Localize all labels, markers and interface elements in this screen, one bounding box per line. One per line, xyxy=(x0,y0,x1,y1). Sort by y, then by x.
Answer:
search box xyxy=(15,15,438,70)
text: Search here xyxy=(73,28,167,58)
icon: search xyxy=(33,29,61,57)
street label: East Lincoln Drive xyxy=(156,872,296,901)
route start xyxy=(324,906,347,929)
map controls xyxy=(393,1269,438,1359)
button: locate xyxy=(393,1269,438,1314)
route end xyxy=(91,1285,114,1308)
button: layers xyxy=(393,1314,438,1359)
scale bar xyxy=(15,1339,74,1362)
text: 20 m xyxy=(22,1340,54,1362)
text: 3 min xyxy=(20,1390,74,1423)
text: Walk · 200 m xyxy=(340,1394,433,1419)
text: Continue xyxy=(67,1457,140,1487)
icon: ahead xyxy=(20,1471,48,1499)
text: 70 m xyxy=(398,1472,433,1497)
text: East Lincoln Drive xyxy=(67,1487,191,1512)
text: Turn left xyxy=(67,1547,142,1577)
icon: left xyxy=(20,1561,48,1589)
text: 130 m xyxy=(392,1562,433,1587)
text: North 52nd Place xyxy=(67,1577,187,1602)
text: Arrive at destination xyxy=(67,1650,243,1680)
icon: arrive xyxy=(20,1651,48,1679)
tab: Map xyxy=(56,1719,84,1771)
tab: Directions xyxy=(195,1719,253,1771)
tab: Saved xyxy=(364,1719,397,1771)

—————

WHAT THE TASK ASKS: In full and without error, retype the entries above.

EXERCISE SOLUTION:
Localize all labels, markers and interface elements in this screen, one bounding box per line. One per line, xyxy=(x0,y0,x1,y1). Sort by y, then by x.
Answer:
search box xyxy=(15,15,438,70)
text: Search here xyxy=(73,28,167,58)
icon: search xyxy=(33,29,61,57)
street label: East Lincoln Drive xyxy=(156,872,296,901)
route start xyxy=(324,906,347,929)
map controls xyxy=(393,1269,438,1359)
button: locate xyxy=(393,1269,438,1314)
route end xyxy=(91,1285,114,1308)
button: layers xyxy=(393,1314,438,1359)
scale bar xyxy=(15,1339,74,1362)
text: 20 m xyxy=(22,1340,54,1362)
text: 3 min xyxy=(20,1390,74,1423)
text: Walk · 200 m xyxy=(340,1394,433,1419)
text: Continue xyxy=(67,1457,140,1487)
icon: ahead xyxy=(20,1471,48,1499)
text: 70 m xyxy=(398,1472,433,1497)
text: East Lincoln Drive xyxy=(67,1487,191,1512)
text: Turn left xyxy=(67,1547,142,1577)
icon: left xyxy=(20,1561,48,1589)
text: 130 m xyxy=(392,1562,433,1587)
text: North 52nd Place xyxy=(67,1577,187,1602)
text: Arrive at destination xyxy=(67,1650,243,1680)
icon: arrive xyxy=(20,1651,48,1679)
tab: Map xyxy=(56,1719,84,1771)
tab: Directions xyxy=(195,1719,253,1771)
tab: Saved xyxy=(364,1719,397,1771)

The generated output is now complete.